*** EXERCISE MATERIALS ***
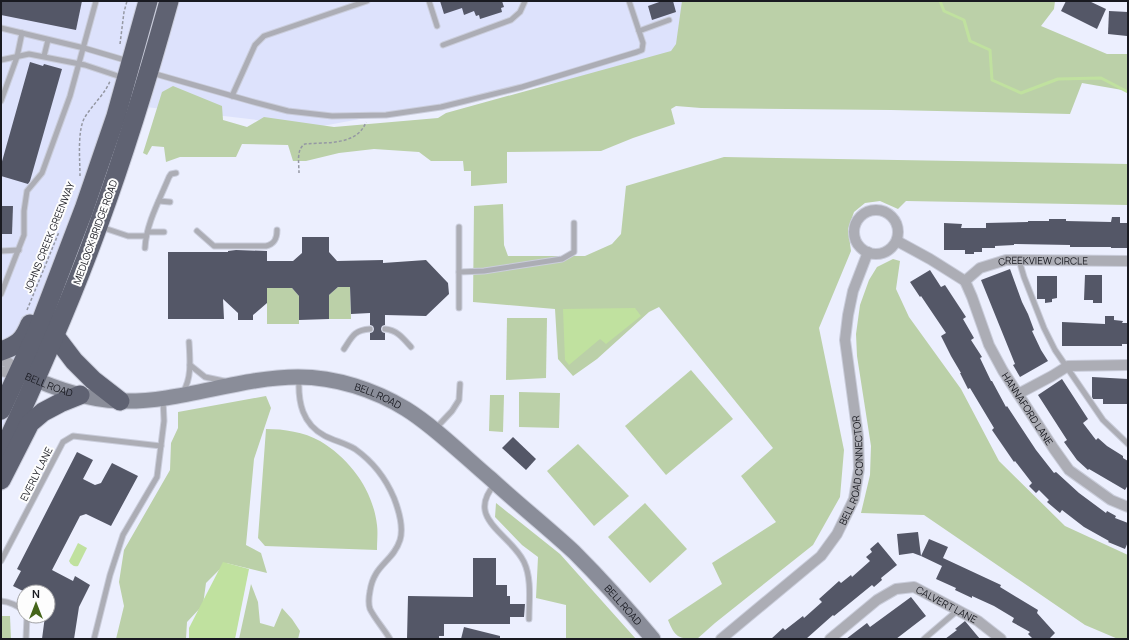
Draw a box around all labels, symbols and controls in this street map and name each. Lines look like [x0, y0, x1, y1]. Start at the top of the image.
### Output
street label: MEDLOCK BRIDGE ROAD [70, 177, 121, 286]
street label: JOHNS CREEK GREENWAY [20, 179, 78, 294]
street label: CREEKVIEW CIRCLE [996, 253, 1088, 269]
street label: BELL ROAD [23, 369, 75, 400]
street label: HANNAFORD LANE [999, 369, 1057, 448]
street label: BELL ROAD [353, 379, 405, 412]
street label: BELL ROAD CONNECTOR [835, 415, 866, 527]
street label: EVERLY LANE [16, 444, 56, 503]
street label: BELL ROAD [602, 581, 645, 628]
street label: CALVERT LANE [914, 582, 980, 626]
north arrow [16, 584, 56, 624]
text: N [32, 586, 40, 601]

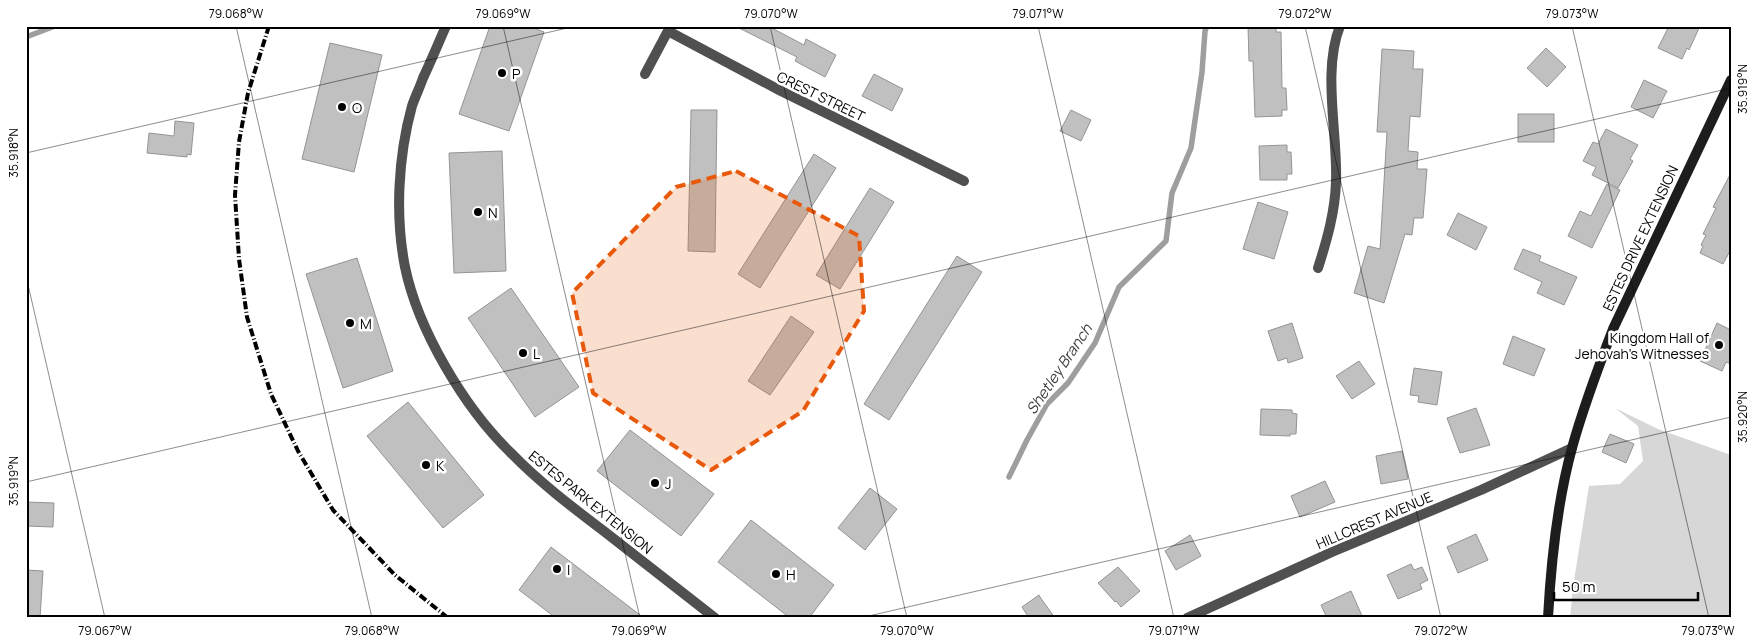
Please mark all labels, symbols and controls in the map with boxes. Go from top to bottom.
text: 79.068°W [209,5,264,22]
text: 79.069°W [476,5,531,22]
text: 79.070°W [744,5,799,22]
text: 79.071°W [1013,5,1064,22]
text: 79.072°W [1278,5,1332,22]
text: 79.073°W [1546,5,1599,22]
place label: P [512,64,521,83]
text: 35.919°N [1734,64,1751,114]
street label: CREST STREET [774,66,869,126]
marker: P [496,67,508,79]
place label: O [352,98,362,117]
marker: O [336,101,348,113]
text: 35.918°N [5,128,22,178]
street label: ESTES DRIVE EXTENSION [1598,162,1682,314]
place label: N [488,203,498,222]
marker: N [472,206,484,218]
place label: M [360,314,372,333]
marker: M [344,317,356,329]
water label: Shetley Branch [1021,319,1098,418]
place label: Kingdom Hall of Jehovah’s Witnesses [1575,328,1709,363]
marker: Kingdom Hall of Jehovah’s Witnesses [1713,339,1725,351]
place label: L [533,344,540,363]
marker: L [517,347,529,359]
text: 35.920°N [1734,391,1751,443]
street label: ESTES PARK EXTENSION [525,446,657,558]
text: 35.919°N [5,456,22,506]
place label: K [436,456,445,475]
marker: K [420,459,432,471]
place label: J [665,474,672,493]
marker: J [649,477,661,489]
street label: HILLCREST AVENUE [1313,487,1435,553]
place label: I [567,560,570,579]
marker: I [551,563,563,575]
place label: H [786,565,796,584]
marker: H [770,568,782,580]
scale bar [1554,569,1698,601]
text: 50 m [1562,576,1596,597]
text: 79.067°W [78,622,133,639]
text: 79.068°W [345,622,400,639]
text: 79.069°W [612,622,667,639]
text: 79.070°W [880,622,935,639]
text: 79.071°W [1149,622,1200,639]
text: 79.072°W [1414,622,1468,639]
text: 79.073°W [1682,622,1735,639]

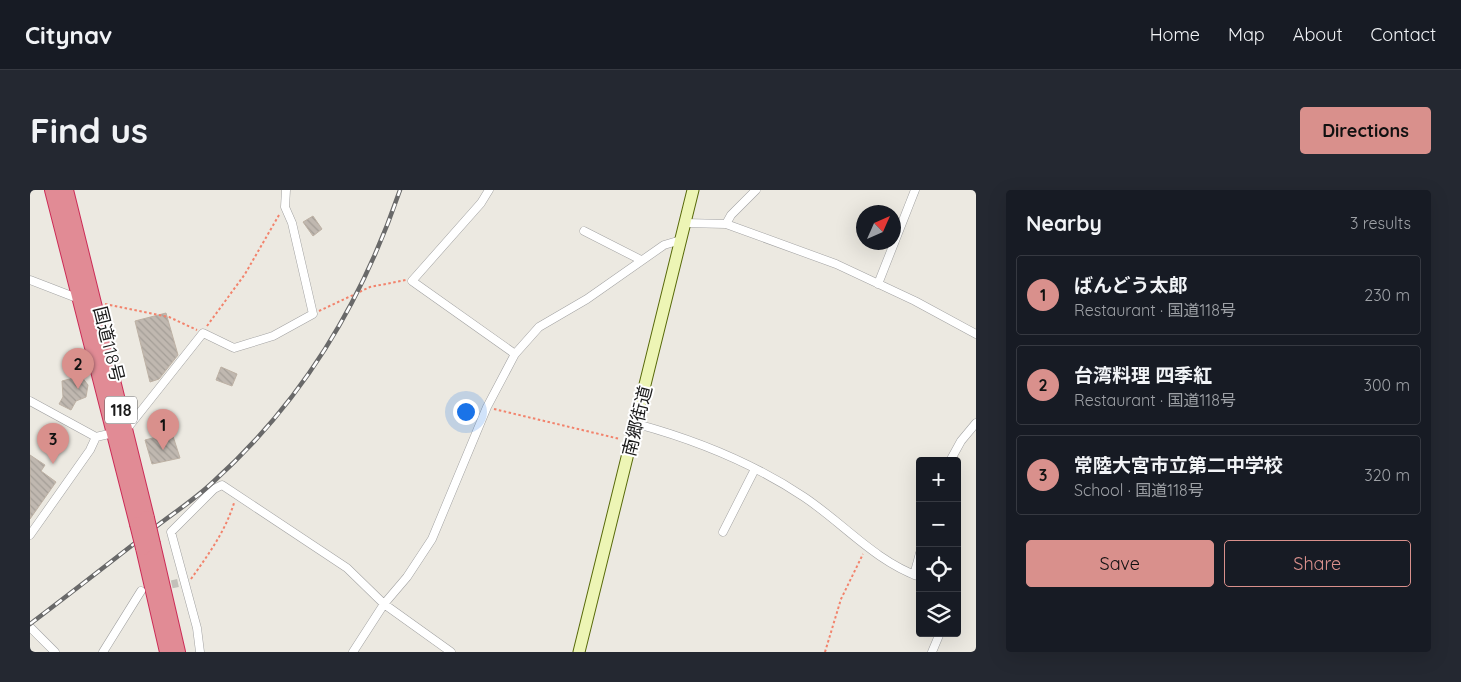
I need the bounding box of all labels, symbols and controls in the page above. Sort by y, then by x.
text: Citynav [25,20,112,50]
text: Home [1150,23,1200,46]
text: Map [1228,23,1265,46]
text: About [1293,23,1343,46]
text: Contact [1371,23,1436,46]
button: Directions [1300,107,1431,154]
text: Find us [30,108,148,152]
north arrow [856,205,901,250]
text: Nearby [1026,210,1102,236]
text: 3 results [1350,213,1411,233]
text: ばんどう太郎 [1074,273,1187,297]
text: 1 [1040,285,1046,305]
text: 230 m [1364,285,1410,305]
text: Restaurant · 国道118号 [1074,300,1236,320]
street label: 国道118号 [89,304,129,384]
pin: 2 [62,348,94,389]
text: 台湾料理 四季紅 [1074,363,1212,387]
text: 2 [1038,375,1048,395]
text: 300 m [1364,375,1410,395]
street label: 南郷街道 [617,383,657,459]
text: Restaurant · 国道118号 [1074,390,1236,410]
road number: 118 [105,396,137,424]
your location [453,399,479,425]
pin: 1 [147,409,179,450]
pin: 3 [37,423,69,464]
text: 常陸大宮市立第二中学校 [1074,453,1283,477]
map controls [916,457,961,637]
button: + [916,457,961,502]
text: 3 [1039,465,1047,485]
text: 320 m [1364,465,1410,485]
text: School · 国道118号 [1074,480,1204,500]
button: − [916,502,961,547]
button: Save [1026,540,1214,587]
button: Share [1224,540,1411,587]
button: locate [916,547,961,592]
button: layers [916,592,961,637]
*** End of EXERCISE MATERIALS ***
Letter for letter, reproduce every record above and skip the pictures.

Draw a box around all labels, symbols and controls in this street map and name each. Lines look like [x0, y0, x1, y1]. Start at the top of the image.
### Output
street label: MEDLOCK BRIDGE ROAD [70, 177, 121, 286]
street label: JOHNS CREEK GREENWAY [20, 179, 78, 294]
street label: CREEKVIEW CIRCLE [996, 253, 1088, 269]
street label: BELL ROAD [23, 369, 75, 400]
street label: HANNAFORD LANE [999, 369, 1057, 448]
street label: BELL ROAD [353, 379, 405, 412]
street label: BELL ROAD CONNECTOR [835, 415, 866, 527]
street label: EVERLY LANE [16, 444, 56, 503]
street label: BELL ROAD [602, 581, 645, 628]
street label: CALVERT LANE [914, 582, 980, 626]
north arrow [16, 584, 56, 624]
text: N [32, 586, 40, 601]

Please mark all labels, symbols and controls in the map with boxes. Go from top to bottom.
text: 79.068°W [209,5,264,22]
text: 79.069°W [476,5,531,22]
text: 79.070°W [744,5,799,22]
text: 79.071°W [1013,5,1064,22]
text: 79.072°W [1278,5,1332,22]
text: 79.073°W [1546,5,1599,22]
place label: P [512,64,521,83]
text: 35.919°N [1734,64,1751,114]
street label: CREST STREET [774,66,869,126]
marker: P [496,67,508,79]
place label: O [352,98,362,117]
marker: O [336,101,348,113]
text: 35.918°N [5,128,22,178]
street label: ESTES DRIVE EXTENSION [1598,162,1682,314]
place label: N [488,203,498,222]
marker: N [472,206,484,218]
place label: M [360,314,372,333]
marker: M [344,317,356,329]
water label: Shetley Branch [1021,319,1098,418]
place label: Kingdom Hall of Jehovah’s Witnesses [1575,328,1709,363]
marker: Kingdom Hall of Jehovah’s Witnesses [1713,339,1725,351]
place label: L [533,344,540,363]
marker: L [517,347,529,359]
text: 35.920°N [1734,391,1751,443]
street label: ESTES PARK EXTENSION [525,446,657,558]
text: 35.919°N [5,456,22,506]
place label: K [436,456,445,475]
marker: K [420,459,432,471]
place label: J [665,474,672,493]
marker: J [649,477,661,489]
street label: HILLCREST AVENUE [1313,487,1435,553]
place label: I [567,560,570,579]
marker: I [551,563,563,575]
place label: H [786,565,796,584]
marker: H [770,568,782,580]
scale bar [1554,569,1698,601]
text: 50 m [1562,576,1596,597]
text: 79.067°W [78,622,133,639]
text: 79.068°W [345,622,400,639]
text: 79.069°W [612,622,667,639]
text: 79.070°W [880,622,935,639]
text: 79.071°W [1149,622,1200,639]
text: 79.072°W [1414,622,1468,639]
text: 79.073°W [1682,622,1735,639]

I need the bounding box of all labels, symbols and controls in the page above. Sort by y, then by x.
text: Citynav [25,20,112,50]
text: Home [1150,23,1200,46]
text: Map [1228,23,1265,46]
text: About [1293,23,1343,46]
text: Contact [1371,23,1436,46]
button: Directions [1300,107,1431,154]
text: Find us [30,108,148,152]
north arrow [856,205,901,250]
text: Nearby [1026,210,1102,236]
text: 3 results [1350,213,1411,233]
text: ばんどう太郎 [1074,273,1187,297]
text: 1 [1040,285,1046,305]
text: 230 m [1364,285,1410,305]
text: Restaurant · 国道118号 [1074,300,1236,320]
street label: 国道118号 [89,304,129,384]
pin: 2 [62,348,94,389]
text: 台湾料理 四季紅 [1074,363,1212,387]
text: 2 [1038,375,1048,395]
text: 300 m [1364,375,1410,395]
street label: 南郷街道 [617,383,657,459]
text: Restaurant · 国道118号 [1074,390,1236,410]
road number: 118 [105,396,137,424]
your location [453,399,479,425]
pin: 1 [147,409,179,450]
pin: 3 [37,423,69,464]
text: 常陸大宮市立第二中学校 [1074,453,1283,477]
map controls [916,457,961,637]
button: + [916,457,961,502]
text: 3 [1039,465,1047,485]
text: 320 m [1364,465,1410,485]
text: School · 国道118号 [1074,480,1204,500]
button: − [916,502,961,547]
button: Save [1026,540,1214,587]
button: Share [1224,540,1411,587]
button: locate [916,547,961,592]
button: layers [916,592,961,637]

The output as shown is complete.